Iced avocado and caviar soup, and a chilled leek and potato soup on jellied aubergine now appear on the menu of Tetsuya Wakuda's restaurant in Sydney. And in addition to his dramatic lobster gazpacho, Spain's surrealist Michelin three-star wonder Ferran Adria (operating near Cadaques on the Costa Brava, former home of Salvador Dali) offers controversial hot-and-cold pea soup. Served in a small glass, this is to be consumed in a gulp. At first it seems to be a hot soup, but it shades down to warm and, finally, ice-cold as you swallow – illustrating graphically how flavour changes with temperatures. How does he do it? He pours cold soup in first, then uses a pipette to add first warm and then hot soup.

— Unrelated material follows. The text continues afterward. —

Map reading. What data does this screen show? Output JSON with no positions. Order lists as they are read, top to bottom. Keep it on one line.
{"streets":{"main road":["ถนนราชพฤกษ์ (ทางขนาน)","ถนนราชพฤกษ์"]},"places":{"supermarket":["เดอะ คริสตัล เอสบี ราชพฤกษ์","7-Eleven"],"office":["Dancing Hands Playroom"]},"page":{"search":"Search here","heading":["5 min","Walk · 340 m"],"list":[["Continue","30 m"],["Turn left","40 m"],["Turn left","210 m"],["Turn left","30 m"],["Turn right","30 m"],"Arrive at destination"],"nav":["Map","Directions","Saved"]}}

Closer to home is Heston Blumenthal whose restaurant, the Fat Duck at Bray, near Maidenhead (tel: 01628 580 333), is a laboratory of experimentation. One of his newest creations is a "gazpacho'' made with red cabbage juice, garnished with a grain mustard ice-cream. "Cabbage juice has a mustardy flavour, so it's a logical combination,'' he says.

But what of the more established cold soups? Before we discovered gazpacho only a decade or so ago, the summer soup served in classic restaurants was vichyssoise, a silky, cold version of French leek and potato soup. As Lindsey Bareham points out in her definitive collection, A Celebration of Soup, though it was created in 1921 by Frenchman Louis Diat, vichyssoise is essentially a New York dish.

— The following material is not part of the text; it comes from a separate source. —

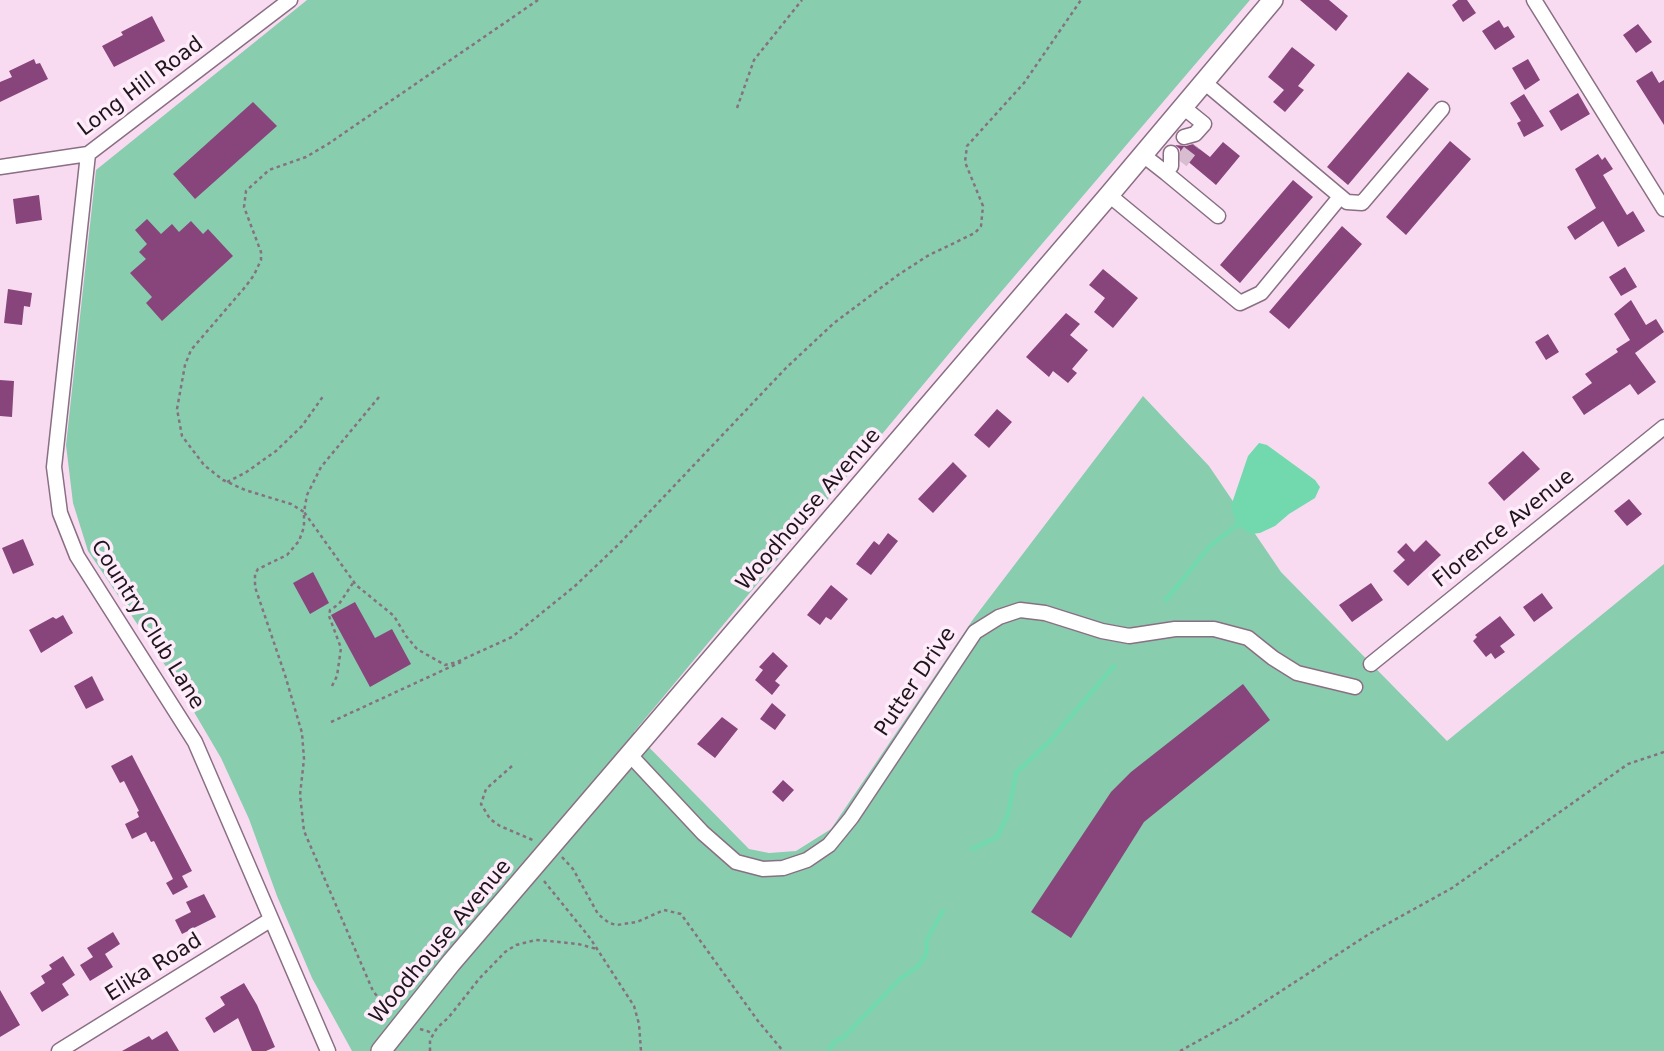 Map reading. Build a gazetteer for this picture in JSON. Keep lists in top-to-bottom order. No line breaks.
{"streets":{"main road":["Woodhouse Avenue"],"street":["Long Hill Road","Florence Avenue","Country Club Lane","Putter Drive","Elika Road"]},"crossings":[["Long Hill Road","Country Club Lane"],["Woodhouse Avenue","Putter Drive"],["Country Club Lane","Elika Road"]]}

Outside Britain, says Bareham, there is a world of delicious cold soups waiting to be discovered: jellied beetroot soup, red pepper jelly with yellow pepper cream, cold curried apple soup, pear and watercress. The great American writer MFK Fisher praises buttermilk soup made with shrimp and cucumber. Elizabeth David singled out a Polish cold fish soup, made with smoked haddock, in her Summer Cooking. In the Middle East you may encounter versions of cooling iced cucumber and yoghurt soup.

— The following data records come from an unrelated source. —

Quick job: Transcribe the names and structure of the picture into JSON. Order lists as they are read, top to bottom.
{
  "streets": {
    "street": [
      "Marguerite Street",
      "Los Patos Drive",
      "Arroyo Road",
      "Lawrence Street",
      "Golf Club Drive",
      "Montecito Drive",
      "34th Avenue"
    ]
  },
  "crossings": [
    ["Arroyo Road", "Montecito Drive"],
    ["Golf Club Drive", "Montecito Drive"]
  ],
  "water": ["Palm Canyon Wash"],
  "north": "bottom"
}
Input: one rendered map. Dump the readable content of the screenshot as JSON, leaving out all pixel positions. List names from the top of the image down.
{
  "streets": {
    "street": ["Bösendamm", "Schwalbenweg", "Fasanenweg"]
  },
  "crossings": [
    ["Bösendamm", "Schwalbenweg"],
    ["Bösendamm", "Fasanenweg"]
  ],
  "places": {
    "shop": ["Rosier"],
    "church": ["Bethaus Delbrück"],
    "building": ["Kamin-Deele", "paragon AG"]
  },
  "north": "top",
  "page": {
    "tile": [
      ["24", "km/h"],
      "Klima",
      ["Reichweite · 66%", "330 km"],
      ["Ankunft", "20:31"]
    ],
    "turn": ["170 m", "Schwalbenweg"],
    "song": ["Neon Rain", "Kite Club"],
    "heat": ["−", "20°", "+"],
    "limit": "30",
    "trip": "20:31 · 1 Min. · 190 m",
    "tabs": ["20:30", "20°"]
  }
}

Many of the great cold soups of the world are fruity. Flavoured with cinnamon, lemon, sour cream and brandy, Hungarian cold sour cherry soup, meggyleves, is renowned. Russia has a refreshing melon soup with white wine. And in Palestine there's a fruit soup made from oranges, rhubarb, cherries, strawberries, pineapple, lemon and sour cream. In Brazil, it's coconut soup.

Spain, however, is the most plentiful source of cold soups. Exploring Andalusia in the footsteps of the Moors who inhabited Seville, Cordoba and Granada for nearly 800 years, you come across numerous delicious varieties.

Originally a poor man's meal, gazpacho was no more than an emulsion of oil and vinegar, thinned with cold water and poured over yesterday's dry bread. (The word soup actually comes from "sop", the medieval practice of soaking up the gravy and juices from the bread trenchers used as plates.) So the cold soups of Andalusia contain bread – though nothing like our own spongy, technology-enhanced, never-staling loaves. In the baking sun of southern Spain, traditional breads are almost too hard to eat on the second day. Their texture and taste, however, are too good to waste, and provide good nutrition in the form of soups.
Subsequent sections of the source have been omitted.